My ThinkPad only has left USB-C, my M1 Air only has left USB-C, and I'm accustomed to left power from years of MacBooks.


USB-C has no orientation so I don't understand. You can just flip the cable.


The cables have an led which assumes a single orientation for text. You can only read the text right side up if it's plugged in one specific way.


Flipping the cable would put the cables power display on the underside of your machine.

The little built-in screen on the cable is only on one side.


And? The GP talks about it being upside down when plugged in to the left hand side of a device.

Given that USB-C is Bi-directional, flipping it over would show the screen…


You're suggesting I plug it in upside down so I can't read it, or plug it in on the right side of my machines which have no ports on the right side?


I own this cable. You literally put the cable in the left side at an orientation that has the display facing upwards. I feel like I'm missing something!

It's bidirectional so you can just twist the cable so the display is facing up..


Looks like two definitions of up are being discussed..

- upside down the display is pointing towards the table (useless) - which you have a solution for

- upside down, the display is visible, but the text is rotated 180° (as people would say when a calculator is upside down) - you cannot twist your way out of this except facing the computer away from you (99=66, 70=0L 5537=LESS etc)


okay so this is people being bothered about reading numbers upside down, which my brain seems to do automatically. Got it.


I can read the numbers upside down, I just don't want to and I find it silly that these manufacturers took several years to notice and decide to fix a basic fit-and-finish issue that probably affected 90% of their customer base. Like, how on Earth was this not caught during the prototype phase?


Perhaps most people aren't bothered by it


These have been on the market for years. I have a bunch of them.

They are a bad gimic in every way.

They generate heat. They waste power. They create light pollution. They are distracting. Their measurement capabilities are often very limited or mediocre or don't update quickly. And finally they often burn out and stop working anyway.

If you want a USB power meter, buy one for $10 or less.


> They generate heat. They waste power.

Marginal. A laptop display uses 1000x power and heat than these LCDs. Turning your brightness down for a few seconds saves the same amount.

> They create light pollution. They are distracting.

Personal preference, but for me it is no more distracting than the battery percentage icon next to my taskbar clock.

> Their measurement capabilities are often very limited or mediocre or don't update quickly.

The chip used in all the Aliexpress cables updates multiple times a second and is in line with my standalone power meter.

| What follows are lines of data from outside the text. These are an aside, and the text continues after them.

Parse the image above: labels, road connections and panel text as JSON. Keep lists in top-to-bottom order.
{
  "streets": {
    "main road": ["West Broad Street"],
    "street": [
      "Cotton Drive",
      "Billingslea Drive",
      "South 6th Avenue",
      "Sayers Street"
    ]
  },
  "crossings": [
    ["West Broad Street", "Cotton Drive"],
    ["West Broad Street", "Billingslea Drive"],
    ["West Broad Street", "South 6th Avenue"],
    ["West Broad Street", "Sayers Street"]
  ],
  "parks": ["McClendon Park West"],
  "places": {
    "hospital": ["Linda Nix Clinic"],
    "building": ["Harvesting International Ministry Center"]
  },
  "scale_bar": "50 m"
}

> And finally they often burn out and stop working anyway.

I'm using these as my daily drivers for all my USB C devices for over a year, and haven't had to replace them. Gave them as stocking stuffers to the family last Christmas and have heard no complaints.

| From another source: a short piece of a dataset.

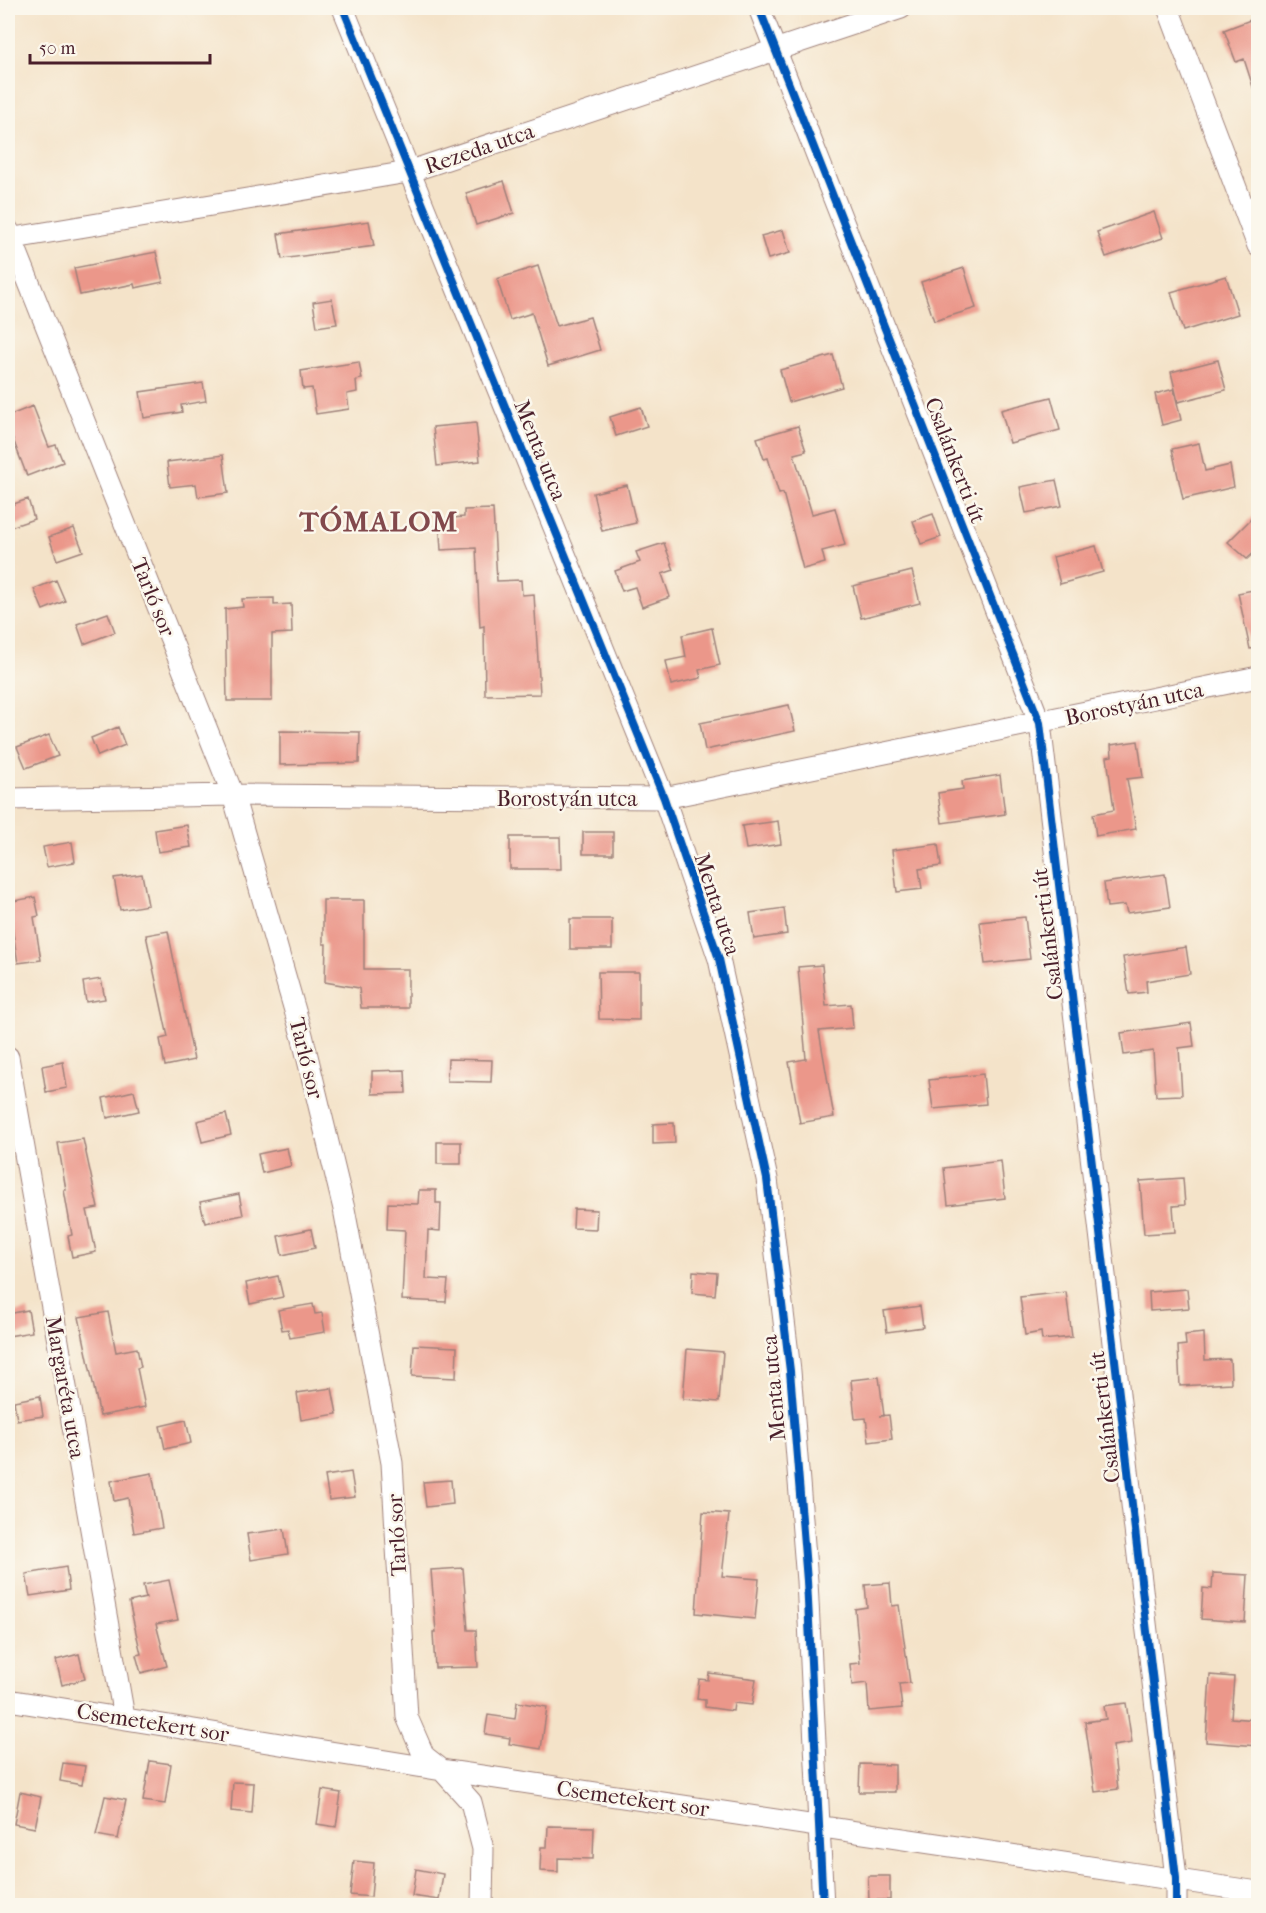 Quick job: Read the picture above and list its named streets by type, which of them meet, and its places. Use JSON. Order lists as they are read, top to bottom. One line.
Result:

Couple years ago I have ordered a charger from ali, and similar cable was added “as a gift”. Pretty neat to quickly identify charging issues with various devices.

Seems like these cables are (were) dirt-cheap.


> a cable like this one would be an ideal place to hide a malicious chip.

USB cables already have an mpu in them unless they are simply USB 2 cables with a type C connector.


So they can make these, but manufacturers can't seem to figure out how to put a clear label on a cable that will tell you what flavor it is.


I hope it stops there and we will have no cables standard with giving a tune when connected and disconnected, perhaps beeping at each 100M transferred or such. Too many gadgets and appliences want to be in the center of our attention and notifying us about all more or less significant actions of their life - like people on Facebook - by giving sound, flashing, sending messages to the phone and my wife's email and whatnot. I prefer my cables staying in the attention background by doing their job.


I went through two of these kind of USB-C cables bought from Amazon. They both broke within a matter of months. I'd wait until a reputable brand sells them.


So shall we expect the USB protocol to go encrypted? The USB committee (I don't know their actual name) can act as a root CA.

It doesn't take a lot of compute to encrypt at my typing rate. I'd expect high transfer rate devices to probably already have the hardware (e.g everyone at rest).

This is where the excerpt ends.